━━━ Provided entries

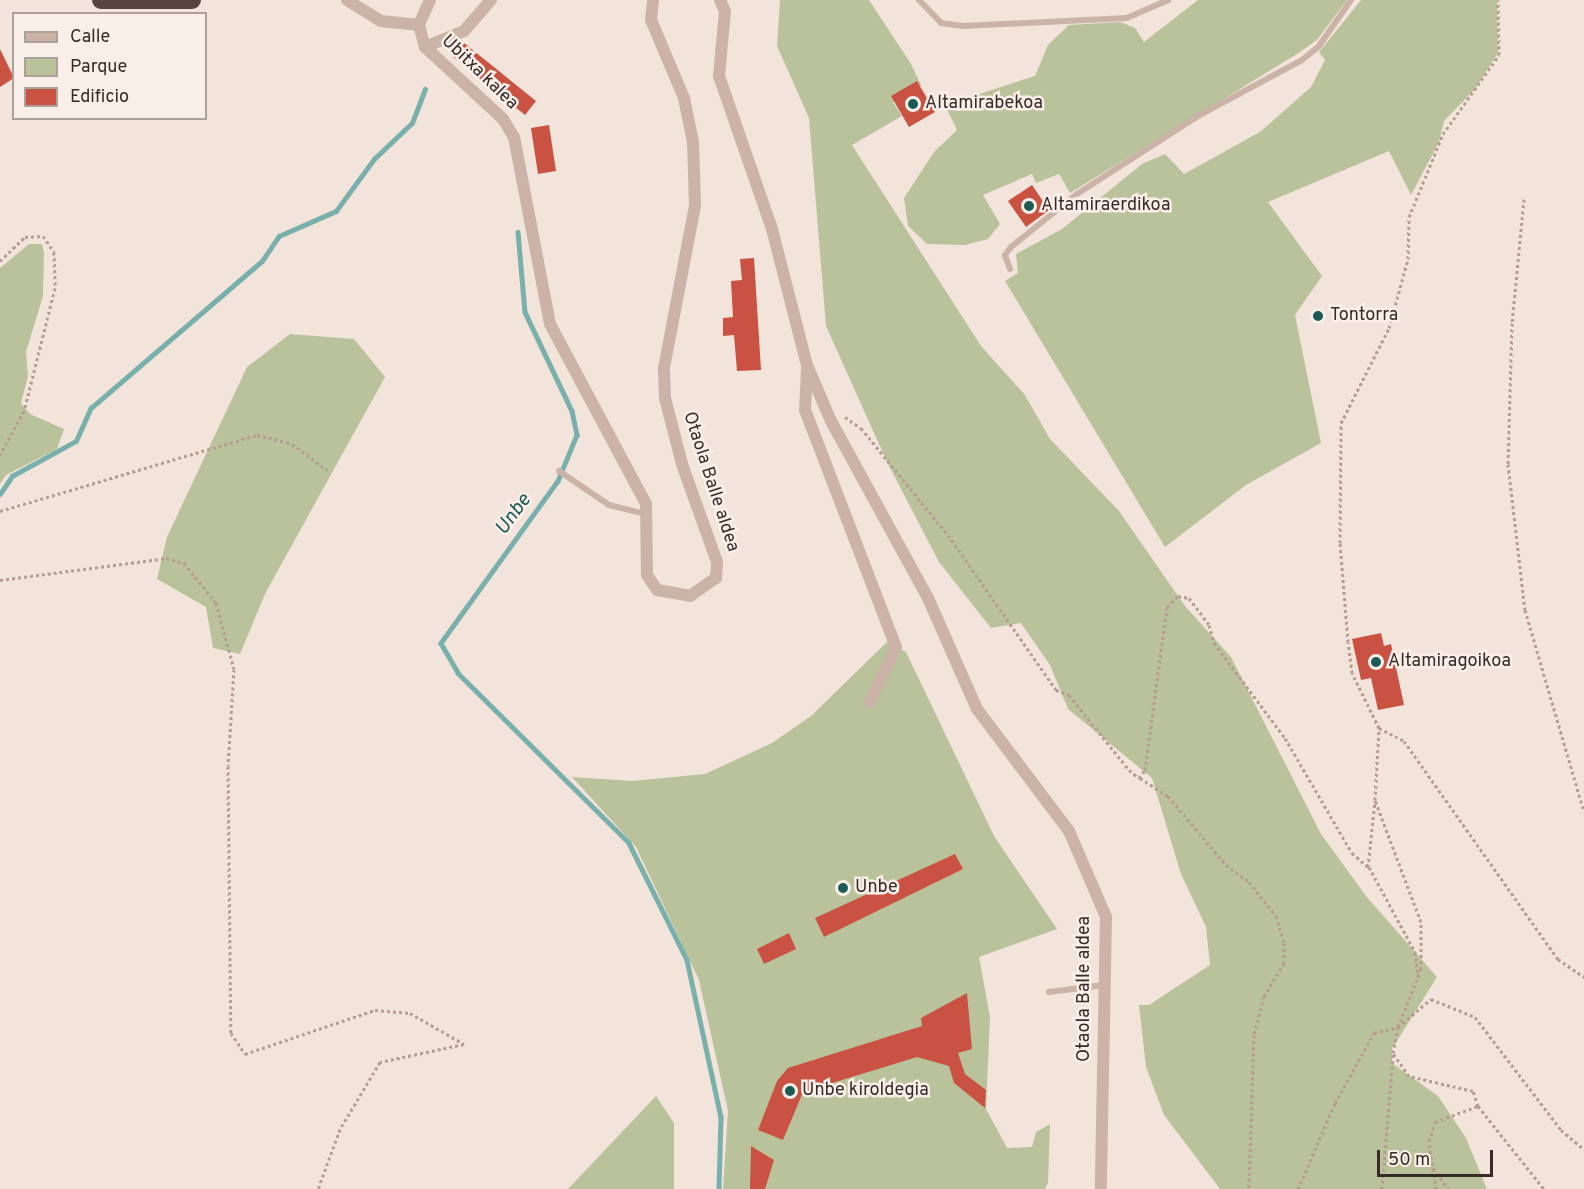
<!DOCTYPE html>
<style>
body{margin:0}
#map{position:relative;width:1584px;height:1189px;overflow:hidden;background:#f2e4db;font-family:Overpass,sans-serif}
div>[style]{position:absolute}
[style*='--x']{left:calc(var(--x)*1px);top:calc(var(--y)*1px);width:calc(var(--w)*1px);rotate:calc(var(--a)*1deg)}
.green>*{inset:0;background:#bac29b}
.stream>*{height:4.5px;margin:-2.25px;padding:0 2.25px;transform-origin:2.25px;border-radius:2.25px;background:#79b0ab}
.building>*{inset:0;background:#c95243}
.path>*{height:3px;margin-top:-1.5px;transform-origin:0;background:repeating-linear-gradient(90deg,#b79c91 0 3px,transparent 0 6px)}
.service>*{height:6px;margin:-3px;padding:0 3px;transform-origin:3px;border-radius:3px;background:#cbb3a7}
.minor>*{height:12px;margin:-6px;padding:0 6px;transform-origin:6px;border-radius:6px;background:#cbb3a7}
.motorway>*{height:18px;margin:-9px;padding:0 9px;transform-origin:9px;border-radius:9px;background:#58433e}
.dots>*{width:16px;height:16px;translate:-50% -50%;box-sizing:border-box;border:3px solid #faefe8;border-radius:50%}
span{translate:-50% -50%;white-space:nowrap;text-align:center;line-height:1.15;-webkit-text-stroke:5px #faefe8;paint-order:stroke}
.street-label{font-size:18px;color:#372a28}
.poi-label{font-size:18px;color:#372a28}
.left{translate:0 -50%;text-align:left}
.water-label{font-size:20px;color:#1c5a56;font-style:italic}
.legend{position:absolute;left:12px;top:12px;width:195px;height:108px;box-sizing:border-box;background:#faefe8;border:2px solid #aca09b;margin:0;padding:8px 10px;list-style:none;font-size:18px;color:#372a28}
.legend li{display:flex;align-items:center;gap:12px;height:30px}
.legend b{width:30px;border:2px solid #aca09b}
.scale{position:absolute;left:1377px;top:1150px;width:116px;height:27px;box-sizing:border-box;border:3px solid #372a28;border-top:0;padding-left:8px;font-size:18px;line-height:21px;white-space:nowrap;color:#372a28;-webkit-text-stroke:4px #faefe8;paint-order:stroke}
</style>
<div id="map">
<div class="green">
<i style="clip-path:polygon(780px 0,869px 0,911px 64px,921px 85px,893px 102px,902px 116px,852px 145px,981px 346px,1025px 395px,1050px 439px,1119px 511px,1185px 606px,1231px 657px,1321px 834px,1366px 896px,1437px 977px,1392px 1049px,1392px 1063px,1438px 1096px,1466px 1138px,1487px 1189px,1220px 1189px,1164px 1115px,1146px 1067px,1139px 1005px,1149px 1005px,1210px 965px,1206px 927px,1181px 874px,1152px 778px,1068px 709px,1050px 665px,1021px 623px,991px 628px,939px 562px,887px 462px,826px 326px,809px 118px,777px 46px)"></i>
<i style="clip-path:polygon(1198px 0,1347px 0,1317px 40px,1297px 54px,1070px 193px,1059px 174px,1036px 183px,1032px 174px,983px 195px,1000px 224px,988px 239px,965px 245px,927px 244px,908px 226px,904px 198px,934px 152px,957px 130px,945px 105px,1035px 76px,1048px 45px,1069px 25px,1120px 22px,1135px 28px,1144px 42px)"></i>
<i style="clip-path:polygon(1361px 0,1497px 0,1498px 53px,1475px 89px,1444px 121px,1439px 142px,1411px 195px,1389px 151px,1268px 202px,1322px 276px,1295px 315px,1321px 443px,1246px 485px,1165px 547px,1005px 281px,1018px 273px,1016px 254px,1062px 229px,1142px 164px,1165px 154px,1184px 174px,1260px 132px,1311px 87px,1325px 60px,1319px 52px)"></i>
<i style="clip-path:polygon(29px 244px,42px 244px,44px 253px,43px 296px,26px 352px,28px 376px,21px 403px,30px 414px,64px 429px,57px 449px,6px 475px,0 484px,0 268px)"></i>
<i style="clip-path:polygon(290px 334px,354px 339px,385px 377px,266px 592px,240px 654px,213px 648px,206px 607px,157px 579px,167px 537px,247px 367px)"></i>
<i style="clip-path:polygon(887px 642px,906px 652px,994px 836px,1057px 929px,979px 957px,990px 1017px,986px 1109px,1007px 1148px,1032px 1147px,1036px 1132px,1050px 1124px,1048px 1183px,1045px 1189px,723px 1189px,728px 1111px,699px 980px,636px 847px,572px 777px,632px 781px,705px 774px,772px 743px,811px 716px)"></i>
<i style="clip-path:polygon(656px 1096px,674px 1123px,674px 1189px,568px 1189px)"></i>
</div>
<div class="stream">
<i style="--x:518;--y:232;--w:80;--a:85"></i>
<i style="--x:525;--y:312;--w:110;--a:64.6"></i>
<i style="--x:572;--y:411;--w:25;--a:78"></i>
<i style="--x:577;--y:435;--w:50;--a:112.4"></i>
<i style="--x:558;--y:481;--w:200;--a:125.8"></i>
<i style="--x:441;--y:643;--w:34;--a:60"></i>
<i style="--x:458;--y:673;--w:241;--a:44.8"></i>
<i style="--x:629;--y:843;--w:131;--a:63.6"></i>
<i style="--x:687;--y:960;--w:161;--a:77.8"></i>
<i style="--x:721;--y:1117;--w:72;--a:91.6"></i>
<i style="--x:0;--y:494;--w:22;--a:-56"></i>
<i style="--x:12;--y:476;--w:73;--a:-28.7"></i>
<i style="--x:76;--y:441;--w:36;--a:-66"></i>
<i style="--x:91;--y:408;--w:225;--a:-40.7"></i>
<i style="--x:262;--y:261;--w:30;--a:-56"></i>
<i style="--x:279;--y:236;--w:62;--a:-23.7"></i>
<i style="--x:336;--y:211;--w:64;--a:-53.8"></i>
<i style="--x:374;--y:159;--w:52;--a:-43.5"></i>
<i style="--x:412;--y:123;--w:36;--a:-69"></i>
</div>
<div class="building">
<i style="clip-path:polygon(464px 43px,536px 101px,525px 115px,453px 57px)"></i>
<i style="clip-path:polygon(0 49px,14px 78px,0 87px)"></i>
<i style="clip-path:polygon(917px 81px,935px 112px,909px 127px,891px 96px)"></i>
<i style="clip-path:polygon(549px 125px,556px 171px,538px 174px,531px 128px)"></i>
<i style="clip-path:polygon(1032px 185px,1049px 210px,1026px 227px,1008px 201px)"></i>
<i style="clip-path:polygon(754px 258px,761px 370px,737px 371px,734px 335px,723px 336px,723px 318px,733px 317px,731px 281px,742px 280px,740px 259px)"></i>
<i style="clip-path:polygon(1381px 633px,1384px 646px,1391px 644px,1404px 705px,1378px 710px,1371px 678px,1361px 680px,1352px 639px)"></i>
<i style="clip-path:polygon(955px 854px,963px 869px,824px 937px,815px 918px)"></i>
<i style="clip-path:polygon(789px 933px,796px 949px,764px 964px,757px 949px)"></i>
<i style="clip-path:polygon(967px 993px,972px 1049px,958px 1053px,965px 1074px,986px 1090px,985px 1108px,954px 1083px,949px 1066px,917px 1057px,803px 1092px,783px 1140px,758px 1130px,777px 1081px,788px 1068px,922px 1026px,921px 1018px)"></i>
<i style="clip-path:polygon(751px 1146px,774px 1160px,765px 1189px,750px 1189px)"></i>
</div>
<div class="path">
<i style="--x:1524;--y:199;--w:125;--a:95.5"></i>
<i style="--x:1512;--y:323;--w:141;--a:91.6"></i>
<i style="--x:1508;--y:464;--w:147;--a:83.4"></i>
<i style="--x:1525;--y:610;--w:210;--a:73.7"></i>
<i style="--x:0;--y:261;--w:35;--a:-44"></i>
<i style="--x:25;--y:237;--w:18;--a:-3"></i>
<i style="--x:43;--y:236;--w:19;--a:55"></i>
<i style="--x:54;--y:252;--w:36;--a:88"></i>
<i style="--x:55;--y:288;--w:127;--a:104.1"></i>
<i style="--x:24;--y:411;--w:50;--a:118.6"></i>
<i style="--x:845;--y:417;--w:19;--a:35"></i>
<i style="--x:861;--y:428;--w:138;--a:50.9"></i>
<i style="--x:948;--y:535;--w:189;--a:55.1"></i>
<i style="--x:1056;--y:690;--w:14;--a:21"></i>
<i style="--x:1069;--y:695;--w:96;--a:51.3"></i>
<i style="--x:1129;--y:770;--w:13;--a:39"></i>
<i style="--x:1139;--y:778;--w:10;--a:-53"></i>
<i style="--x:1145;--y:770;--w:164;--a:-82.3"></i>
<i style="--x:1167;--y:607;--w:16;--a:-45"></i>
<i style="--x:1178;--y:596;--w:11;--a:10"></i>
<i style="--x:1189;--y:598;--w:34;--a:53"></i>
<i style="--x:1209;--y:625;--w:19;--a:74"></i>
<i style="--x:1214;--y:643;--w:119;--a:53.2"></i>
<i style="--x:1285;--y:738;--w:133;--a:59.8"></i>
<i style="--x:1352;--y:853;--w:21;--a:41"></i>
<i style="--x:1368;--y:867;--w:67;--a:-84"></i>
<i style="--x:0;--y:511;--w:268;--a:-16.5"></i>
<i style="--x:257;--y:435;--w:36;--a:14"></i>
<i style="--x:292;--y:444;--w:44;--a:36.6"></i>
<i style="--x:0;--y:580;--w:167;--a:-7.5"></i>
<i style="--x:166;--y:558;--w:19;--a:16"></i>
<i style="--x:184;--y:563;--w:51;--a:51.3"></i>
<i style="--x:216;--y:603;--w:68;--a:74.7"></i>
<i style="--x:234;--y:669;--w:97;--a:93.5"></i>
<i style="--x:228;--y:766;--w:267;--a:89.4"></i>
<i style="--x:231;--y:1033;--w:25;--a:56"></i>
<i style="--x:245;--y:1054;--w:137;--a:-18.7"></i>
<i style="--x:375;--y:1010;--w:35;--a:5"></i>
<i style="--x:410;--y:1013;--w:62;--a:29.9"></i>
<i style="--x:464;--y:1044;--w:86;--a:167.9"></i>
<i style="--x:380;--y:1062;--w:78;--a:120.8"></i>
<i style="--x:340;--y:1129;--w:64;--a:110.1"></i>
<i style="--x:1379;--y:728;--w:61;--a:-116.1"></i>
<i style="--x:1352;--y:673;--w:31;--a:-97"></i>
<i style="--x:1348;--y:642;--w:99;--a:-94.6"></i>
<i style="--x:1340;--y:543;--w:120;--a:-89.5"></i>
<i style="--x:1341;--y:423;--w:106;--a:-63.2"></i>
<i style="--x:1389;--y:328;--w:72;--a:-74.6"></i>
<i style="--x:1408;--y:259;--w:42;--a:-88.6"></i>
<i style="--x:1409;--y:217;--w:90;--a:-67.7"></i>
<i style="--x:1443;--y:134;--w:97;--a:-54.7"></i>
<i style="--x:1499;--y:55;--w:55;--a:-91"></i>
<i style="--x:1140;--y:778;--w:33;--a:33"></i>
<i style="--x:1168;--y:796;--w:90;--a:50"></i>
<i style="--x:1226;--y:865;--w:29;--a:36"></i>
<i style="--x:1249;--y:882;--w:43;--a:51.5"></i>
<i style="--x:1276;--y:916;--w:28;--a:73"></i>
<i style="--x:1284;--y:943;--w:20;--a:90"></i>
<i style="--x:1284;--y:963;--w:39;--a:121"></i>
<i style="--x:1264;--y:996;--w:40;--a:104.4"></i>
<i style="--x:1254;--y:1035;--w:154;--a:91.9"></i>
<i style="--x:1369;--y:867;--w:97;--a:61.6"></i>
<i style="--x:1415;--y:952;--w:25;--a:83"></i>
<i style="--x:1478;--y:1106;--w:106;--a:51.5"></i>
<i style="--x:1433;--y:1168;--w:26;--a:54"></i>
<i style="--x:1298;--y:1189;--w:94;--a:-66.7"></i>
<i style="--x:1335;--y:1103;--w:80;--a:-60.9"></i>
<i style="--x:1374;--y:1033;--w:25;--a:-14"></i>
<i style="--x:1398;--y:1027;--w:62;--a:-68.4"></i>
<i style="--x:1421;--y:969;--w:47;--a:-90"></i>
<i style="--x:1421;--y:922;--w:130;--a:-110.7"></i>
<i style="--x:1375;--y:800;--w:72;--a:-86.8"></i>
<i style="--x:1379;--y:728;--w:28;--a:27"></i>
<i style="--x:1404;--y:741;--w:267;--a:54.8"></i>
<i style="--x:1558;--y:959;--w:32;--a:35"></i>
<i style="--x:1382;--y:1189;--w:135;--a:-85.3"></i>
<i style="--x:1436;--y:1189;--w:49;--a:-98.3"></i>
<i style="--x:1429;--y:1141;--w:20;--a:-72"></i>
<i style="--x:1435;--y:1122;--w:46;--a:-20.4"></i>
<i style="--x:1478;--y:1106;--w:16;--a:-108"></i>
<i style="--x:1473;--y:1091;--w:66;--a:-166.8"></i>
<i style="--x:1409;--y:1076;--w:28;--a:-125"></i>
<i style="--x:1393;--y:1053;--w:26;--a:-79"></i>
<i style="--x:1398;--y:1027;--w:43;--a:-40.3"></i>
<i style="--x:1431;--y:999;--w:48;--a:22.2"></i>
<i style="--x:1475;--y:1017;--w:142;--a:52.7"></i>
<i style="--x:1561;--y:1130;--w:30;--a:40"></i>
</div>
<div class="service">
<i style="--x:919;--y:0;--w:32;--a:46"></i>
<i style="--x:941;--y:23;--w:22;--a:8"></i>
<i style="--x:963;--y:26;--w:164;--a:-2.8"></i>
<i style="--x:1127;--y:18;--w:45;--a:-23.7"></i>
<i style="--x:1010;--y:269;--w:15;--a:-110"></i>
<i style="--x:1005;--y:255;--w:10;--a:-53"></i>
<i style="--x:1011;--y:247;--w:85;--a:-38.8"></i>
<i style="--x:1077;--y:194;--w:144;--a:-32.8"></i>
<i style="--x:1198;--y:116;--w:118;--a:-28.3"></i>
<i style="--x:1302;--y:60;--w:22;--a:-39"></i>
<i style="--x:1319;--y:46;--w:56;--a:-55.2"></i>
<i style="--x:559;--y:471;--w:60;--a:34.2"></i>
<i style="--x:609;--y:505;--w:38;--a:14"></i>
<i style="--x:1049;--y:992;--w:55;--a:-7.3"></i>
</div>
<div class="minor">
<i style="--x:347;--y:0;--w:40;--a:32"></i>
<i style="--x:381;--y:21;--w:38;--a:6"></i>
<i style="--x:430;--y:0;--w:27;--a:114"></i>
<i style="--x:419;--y:25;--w:23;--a:75"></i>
<i style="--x:425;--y:47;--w:106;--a:42.7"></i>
<i style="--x:503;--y:119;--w:21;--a:59"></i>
<i style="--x:514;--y:137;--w:190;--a:79.1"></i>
<i style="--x:550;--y:324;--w:204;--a:61.9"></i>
<i style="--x:646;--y:504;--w:71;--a:89.2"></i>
<i style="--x:647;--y:575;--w:18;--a:56"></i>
<i style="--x:657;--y:590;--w:34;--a:10"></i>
<i style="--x:690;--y:596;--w:32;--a:-35"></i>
<i style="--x:716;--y:578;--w:16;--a:-86"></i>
<i style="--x:717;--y:562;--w:104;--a:-109.7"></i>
<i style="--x:682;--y:464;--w:68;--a:-104.4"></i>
<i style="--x:665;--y:398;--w:30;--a:-92"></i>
<i style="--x:664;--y:368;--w:166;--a:-79.2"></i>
<i style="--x:695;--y:205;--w:63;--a:-91.8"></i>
<i style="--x:693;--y:142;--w:45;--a:-101.6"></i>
<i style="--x:684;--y:98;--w:85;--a:-112.9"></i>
<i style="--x:651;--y:20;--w:20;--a:-84"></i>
<i style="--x:720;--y:0;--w:12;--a:66"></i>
<i style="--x:725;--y:11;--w:65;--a:95.3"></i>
<i style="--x:719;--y:76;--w:162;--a:70.9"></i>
<i style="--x:772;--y:229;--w:140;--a:75.6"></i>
<i style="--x:807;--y:365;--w:61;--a:66.8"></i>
<i style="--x:831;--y:421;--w:202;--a:61.3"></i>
<i style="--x:928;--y:598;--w:121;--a:66.2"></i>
<i style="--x:977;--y:709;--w:153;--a:53"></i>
<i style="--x:1069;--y:831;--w:94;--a:66.7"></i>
<i style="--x:1106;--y:917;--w:272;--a:91.1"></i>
<i style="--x:425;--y:47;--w:42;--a:-22.3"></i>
<i style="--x:464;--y:31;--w:41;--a:-48.9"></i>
<i style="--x:807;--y:369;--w:41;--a:92.8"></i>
<i style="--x:805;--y:410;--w:254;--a:69"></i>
<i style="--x:896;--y:647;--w:61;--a:115.3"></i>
</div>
<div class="motorway">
<i style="--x:101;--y:0;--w:91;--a:0"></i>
</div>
<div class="dots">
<i style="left:913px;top:104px;background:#1c5a56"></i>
<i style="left:1029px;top:206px;background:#1c5a56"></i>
<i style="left:1318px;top:316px;background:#1c5a56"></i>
<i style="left:1376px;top:662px;background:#1c5a56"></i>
<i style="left:843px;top:888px;background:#1c5a56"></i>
<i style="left:790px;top:1091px;background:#1c5a56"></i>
</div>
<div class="street-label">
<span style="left:479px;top:73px;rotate:44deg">Ubitxa kalea</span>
<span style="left:710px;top:482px;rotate:72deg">Otaola Balle aldea</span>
<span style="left:1085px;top:989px;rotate:-90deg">Otaola Balle aldea</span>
</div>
<div class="poi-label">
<span class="left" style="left:925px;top:104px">Altamirabekoa</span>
<span class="left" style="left:1041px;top:206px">Altamiraerdikoa</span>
<span class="left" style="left:1330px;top:316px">Tontorra</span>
<span class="left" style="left:1388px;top:662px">Altamiragoikoa</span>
<span class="left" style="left:855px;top:888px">Unbe</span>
<span class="left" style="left:802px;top:1091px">Unbe kiroldegia</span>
</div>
<div class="water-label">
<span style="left:514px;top:515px;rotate:-54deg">Unbe</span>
</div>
<ul class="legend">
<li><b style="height:8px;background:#cbb3a7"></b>Calle</li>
<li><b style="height:16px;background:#bac29b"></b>Parque</li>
<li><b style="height:16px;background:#c95243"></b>Edificio</li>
</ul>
<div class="scale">50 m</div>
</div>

━━━━━━

Task to complete ::
Using the listing above, pick out each line that contains the word "stream", then copy it.

Answer to the exercise ::
.stream>*{height:4.5px;margin:-2.25px;padding:0 2.25px;transform-origin:2.25px;border-radius:2.25px;background:#79b0ab}
<div class="stream">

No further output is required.